Prolog doesn't give multiple solutions to my goal.



Hello.

I wrote this minimal example code to explain my problem.
The predicate `compute` take a list as input; this list
is a set of instructions like 'put_a', 'put_b' and 'put_x_or_y'.
When it reads 'put_a', it appends an `a` to the
instructions list, and so on; after it, the read instruction
is deleted.
When it reads `put_x_or_y` it can appends an `x`
or an `y` in a nondeterministic fashion.

This is the code:

% =================== %

compute(List):-
finished(List),
nl, write('Outcome of the computation: '), write(List).

compute([put_a|Tail]):-
append(Tail,[a],UpdatedList),
compute(UpdatedList).

compute([put_b|Tail]):-
append(Tail,[b],UpdatedList),
compute(UpdatedList).

compute([put_x_or_y|Tail]):-
append(Tail,[x],UpdatedList),
compute(UpdatedList).

compute([put_x_or_y|Tail]):-
append(Tail,[y],UpdatedList),
compute(UpdatedList).

finished(List):-
not(member(put_a,List)),
not(member(put_b,List)),
not(member(put_x_or_y,List)).

% =================== %

When I wrote that I expected for a query like

?- compute([put_a,put_x_or_y,put_x_or_y,put_b]).

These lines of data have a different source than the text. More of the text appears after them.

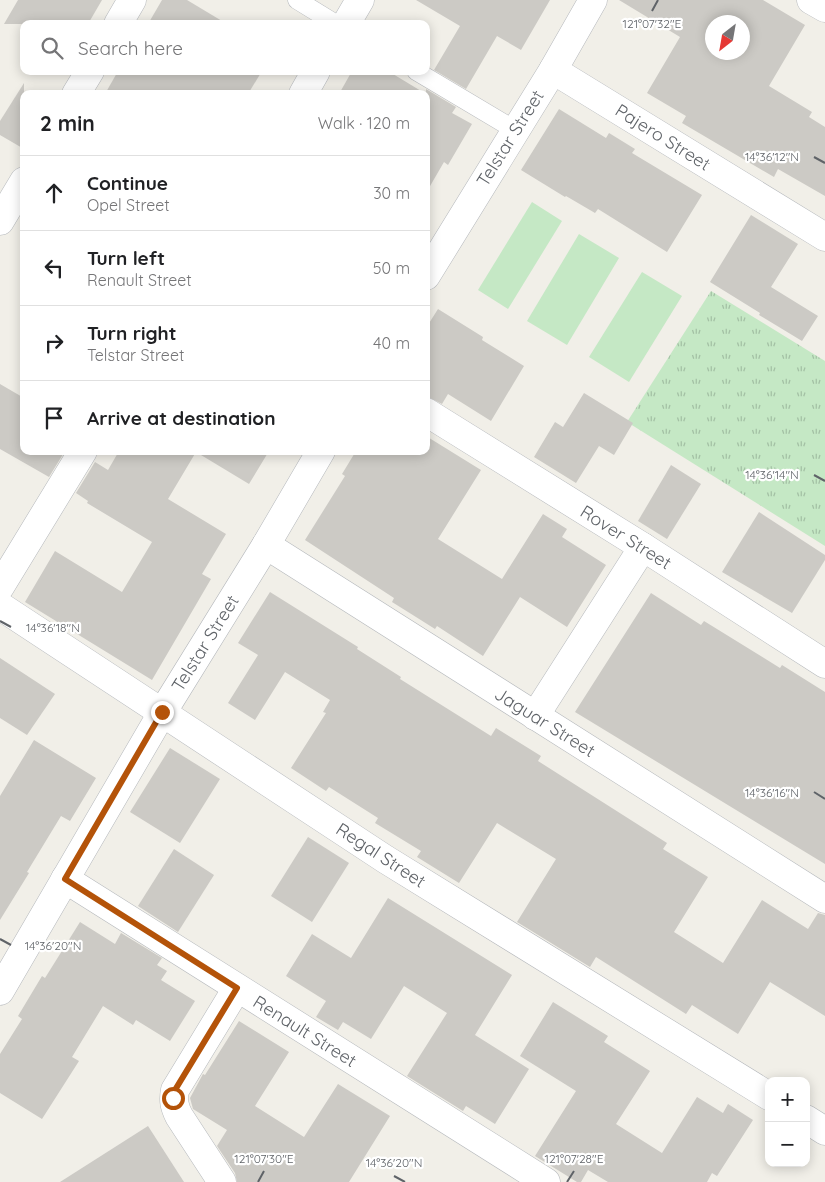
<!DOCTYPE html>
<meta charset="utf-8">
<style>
:root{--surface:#fff;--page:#f2f2f2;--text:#202124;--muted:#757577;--line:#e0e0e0}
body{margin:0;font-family:Quicksand,sans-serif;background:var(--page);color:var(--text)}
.controls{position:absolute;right:15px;bottom:15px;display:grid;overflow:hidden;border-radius:10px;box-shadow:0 2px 12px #0003}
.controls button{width:45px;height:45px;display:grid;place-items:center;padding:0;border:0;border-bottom:1px solid var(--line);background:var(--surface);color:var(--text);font:25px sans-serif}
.compass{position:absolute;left:705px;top:15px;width:45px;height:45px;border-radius:50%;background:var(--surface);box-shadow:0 2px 12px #0003;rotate:211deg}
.stop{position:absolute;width:15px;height:15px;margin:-11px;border:4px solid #b45309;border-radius:50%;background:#fff}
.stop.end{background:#b45309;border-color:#fff;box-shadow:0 1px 5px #0008}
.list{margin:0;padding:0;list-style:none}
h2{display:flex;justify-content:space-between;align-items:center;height:65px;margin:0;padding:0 20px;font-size:21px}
h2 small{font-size:16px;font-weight:400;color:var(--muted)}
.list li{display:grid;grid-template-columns:32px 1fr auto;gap:15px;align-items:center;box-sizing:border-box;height:75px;padding:0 20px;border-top:1px solid var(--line)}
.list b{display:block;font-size:19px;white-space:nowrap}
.list p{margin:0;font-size:16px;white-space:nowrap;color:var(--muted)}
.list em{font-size:16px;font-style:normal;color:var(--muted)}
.icon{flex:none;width:28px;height:28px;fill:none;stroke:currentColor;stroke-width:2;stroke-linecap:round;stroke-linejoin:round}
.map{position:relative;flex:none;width:825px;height:1182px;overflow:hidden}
.search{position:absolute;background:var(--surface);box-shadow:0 2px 12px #0003;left:20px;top:20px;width:410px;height:55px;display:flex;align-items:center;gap:12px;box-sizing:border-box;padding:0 18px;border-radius:10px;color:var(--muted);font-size:19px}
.panel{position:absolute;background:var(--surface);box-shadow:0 2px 12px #0003;left:20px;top:90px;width:410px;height:365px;border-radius:10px}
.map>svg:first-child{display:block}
</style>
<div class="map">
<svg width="825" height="1182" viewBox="0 0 825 1182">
<defs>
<pattern id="grass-tufts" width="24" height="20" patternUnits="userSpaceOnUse" patternTransform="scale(1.25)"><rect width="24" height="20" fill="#c5e8c5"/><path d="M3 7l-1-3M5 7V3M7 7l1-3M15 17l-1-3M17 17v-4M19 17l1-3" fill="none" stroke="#a3c0a4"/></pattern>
</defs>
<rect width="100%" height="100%" fill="#f1efe8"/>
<!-- grass -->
<polygon fill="url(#grass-tufts)" points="711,291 825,361 825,546 627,422"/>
<!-- pitch -->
<g fill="#c5e8c5">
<polygon points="532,202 562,221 508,309 478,290"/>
<polygon points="579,234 619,258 567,345 527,321"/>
<polygon points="642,272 682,296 629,382 589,357"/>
</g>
<!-- building -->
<g fill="#cccac5" fill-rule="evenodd">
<polygon points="18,0 102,0 88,24 4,24"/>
<polygon points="162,0 187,0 227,24 148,24"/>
<polygon points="416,0 550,0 521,50 497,36 466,89 434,70 460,26"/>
<path d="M 619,0 L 763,0 L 805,25 L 769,86 L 812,112 L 809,117 L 825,127 L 825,196 L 778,169 L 774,177 L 682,123 L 686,116 L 647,93 L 680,37 ZM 712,22 L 742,22 L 742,52 L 712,52 Z"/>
<polygon points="118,71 262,71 248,94 105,94"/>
<polygon points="352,71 388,71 426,94 426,89 456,107 452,113 472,124 448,165 444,162 426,193 426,94 339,94"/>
<polygon points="24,83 24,149 0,135 0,121"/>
<polygon points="559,109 606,138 609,133 635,149 632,153 702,195 667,252 598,209 595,213 566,196 565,197 521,170"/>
<polygon points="751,215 798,244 771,287 818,316 802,341 759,315 760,313 710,282"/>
<polygon points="438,309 483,337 482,340 524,366 491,421 448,394 442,404 426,396 426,328"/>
<polygon points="0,384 24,398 24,451 65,451 49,477 0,449"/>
<polygon points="584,393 633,423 614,455 599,446 576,483 534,457 555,422 563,427"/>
<polygon points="426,436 481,470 438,539 502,579 543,514 567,529 562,537 606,565 567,627 520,597 483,656 437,626 435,629 416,617 392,602 394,598 305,540 345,476 342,474 356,451 426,451"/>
<polygon points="119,451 269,451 249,484 196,452 168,499 226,534 202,574 211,579 152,680 25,602 55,551 122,592 152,542 87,503 88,501 76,493 95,462 108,470"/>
<polygon points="671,465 701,484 667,539 638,521"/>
<polygon points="759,512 825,555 825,560 792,613 722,572"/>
<polygon points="270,592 358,647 357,649 401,677 400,679 491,736 496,728 541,756 538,761 667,843 663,849 708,877 674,932 723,963 762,900 808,929 818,913 825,915 825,1016 770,982 738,1034 692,1005 686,1014 596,957 590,967 517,922 556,859 497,823 459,883 417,857 421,851 375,823 378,818 329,787 326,791 291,768 326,713 323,712 330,700 285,672 255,720 228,703 258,655 238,643"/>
<polygon points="651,593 701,625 704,621 780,668 782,665 825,692 825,864 575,712"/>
<polygon points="0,658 55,694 27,735 0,718"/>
<polygon points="34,740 96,778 70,821 61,816 27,872 29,873 0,920 0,796"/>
<polygon points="170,748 220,779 180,843 130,812"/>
<polygon points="308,837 349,863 312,922 271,896"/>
<polygon points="174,849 214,875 178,932 138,906"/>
<polygon points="388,898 512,975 475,1035 529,1069 495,1124 466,1106 463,1111 407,1076 447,1013 404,986 371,1039 343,1022 338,1030 316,1017 326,1001 286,976 312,934 351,958"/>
<polygon points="80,922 115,944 121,933 162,958 157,965 167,971 161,980 195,1001 170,1041 136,1020 133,1025 103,1006 72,1057 79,1061 42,1119 0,1093 0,1054 22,1019 18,1016 42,976 45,978"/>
<polygon points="553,1002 608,1036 604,1042 650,1071 616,1124 662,1153 697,1097 723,1113 728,1104 753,1120 717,1176 712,1173 707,1182 608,1182 588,1170 581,1182 577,1182 535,1156 576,1091 520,1056"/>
<polygon points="239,1021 289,1052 255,1106 304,1137 338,1084 390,1116 349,1182 237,1182 235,1173 217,1146 227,1130 193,1109 190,1098 203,1074 205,1075"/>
<polygon points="148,1126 184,1182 60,1182"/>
</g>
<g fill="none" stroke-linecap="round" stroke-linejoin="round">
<!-- lane casing -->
<g stroke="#b5b8bc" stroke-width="19">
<g id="lane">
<polyline points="297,0 336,24"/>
<polyline points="416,71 515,130"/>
</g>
</g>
<!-- street casing -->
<g stroke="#b5b8bc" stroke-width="29">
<g id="street">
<polyline points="811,0 825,8"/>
<polyline points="118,24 132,0"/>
<polyline points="346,24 360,0"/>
<polyline points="553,70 825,237"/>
<polyline points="76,94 90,71"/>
<polyline points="303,94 316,71"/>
<polyline points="0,221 24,181"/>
<polyline points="426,276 553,70 593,0"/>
<polyline points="426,412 643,547 825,664"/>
<polyline points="266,545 825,899"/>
<polyline points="0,587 83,451"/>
<polyline points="0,606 385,859 769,1096"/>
<polyline points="535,716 643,547"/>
<polyline points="65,879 546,1182"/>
<polyline points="0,991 162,713 266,545 321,451"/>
<polyline points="806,1119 825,1131"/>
<path d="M 222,1182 L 179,1116 C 174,1106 173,1100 175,1090 L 237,988"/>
</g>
</g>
<!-- lane -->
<use href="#lane" stroke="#fff" stroke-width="18"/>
<!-- street -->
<use href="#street" stroke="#fff" stroke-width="28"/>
</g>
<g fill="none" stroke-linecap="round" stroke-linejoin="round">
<!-- route -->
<polyline stroke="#b45309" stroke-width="6" points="162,712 65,879 237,988 175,1090 173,1098"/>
</g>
<!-- ticks -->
<path fill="none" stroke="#5f6368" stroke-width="2" d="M 652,11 L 658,0M 814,157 L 825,163M 814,475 L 825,481M 0,621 L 11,627M 814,792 L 825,799M 0,939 L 11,945M 394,1176 L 405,1182M 258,1182 L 264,1171M 567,1182 L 574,1171"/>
<g text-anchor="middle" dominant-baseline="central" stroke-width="4.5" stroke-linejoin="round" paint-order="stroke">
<!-- street labels -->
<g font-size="18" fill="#5f6368" stroke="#fff">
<text transform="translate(663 137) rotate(32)">Pajero Street</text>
<text transform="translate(510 138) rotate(-58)">Telstar Street</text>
<text transform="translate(626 537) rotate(32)">Rover Street</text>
<text transform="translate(205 643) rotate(-58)">Telstar Street</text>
<text transform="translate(545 722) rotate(32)">Jaguar Street</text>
<text transform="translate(381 855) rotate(33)">Regal Street</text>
<text transform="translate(305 1031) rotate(32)">Renault Street</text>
</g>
</g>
<g font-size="12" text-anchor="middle" fill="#5f6368" stroke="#fff" stroke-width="4.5" stroke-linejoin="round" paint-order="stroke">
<text x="652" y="28">121°07'32"E</text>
<text x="772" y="161">14°36'12"N</text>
<text x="772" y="479">14°36'14"N</text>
<text x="53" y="632">14°36'18"N</text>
<text x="772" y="797">14°36'16"N</text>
<text x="53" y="950">14°36'20"N</text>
<text x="264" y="1163">121°07'30"E</text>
<text x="574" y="1163">121°07'28"E</text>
<text x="394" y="1167">14°36'20"N</text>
</g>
</svg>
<div class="controls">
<button>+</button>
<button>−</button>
</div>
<svg class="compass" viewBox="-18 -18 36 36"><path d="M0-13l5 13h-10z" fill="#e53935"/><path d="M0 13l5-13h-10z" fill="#757577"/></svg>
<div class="stop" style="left:173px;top:1098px"></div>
<div class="stop end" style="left:162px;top:712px"></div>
<div class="search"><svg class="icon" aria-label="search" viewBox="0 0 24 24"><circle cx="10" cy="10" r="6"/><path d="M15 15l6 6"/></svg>Search here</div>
<section class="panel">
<h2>2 min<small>Walk · 120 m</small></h2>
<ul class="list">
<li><svg class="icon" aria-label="ahead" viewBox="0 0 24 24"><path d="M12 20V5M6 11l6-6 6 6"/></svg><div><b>Continue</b><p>Opel Street</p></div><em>30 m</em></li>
<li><svg class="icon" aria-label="left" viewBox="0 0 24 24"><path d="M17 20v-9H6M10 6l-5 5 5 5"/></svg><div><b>Turn left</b><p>Renault Street</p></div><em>50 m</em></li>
<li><svg class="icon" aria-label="right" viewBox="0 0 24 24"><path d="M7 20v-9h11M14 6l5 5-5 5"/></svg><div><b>Turn right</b><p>Telstar Street</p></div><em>40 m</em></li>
<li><svg class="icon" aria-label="arrive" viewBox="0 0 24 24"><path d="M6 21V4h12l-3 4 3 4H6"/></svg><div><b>Arrive at destination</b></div></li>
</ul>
</section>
</div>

all the possible result, i.e.

[a, x, x, b]
[a, x, y, b]
[a, y, x, b]
[a, y, y, b]

afterall Prolog has multiple choices for the
head to match with [put_x_or_y|Tail], and after
the goal succeds it should go back on his steps
to take the ways previusly ignored...

But instead of it I got only [a, x, x, b].

Why backtracking doesn't do my game?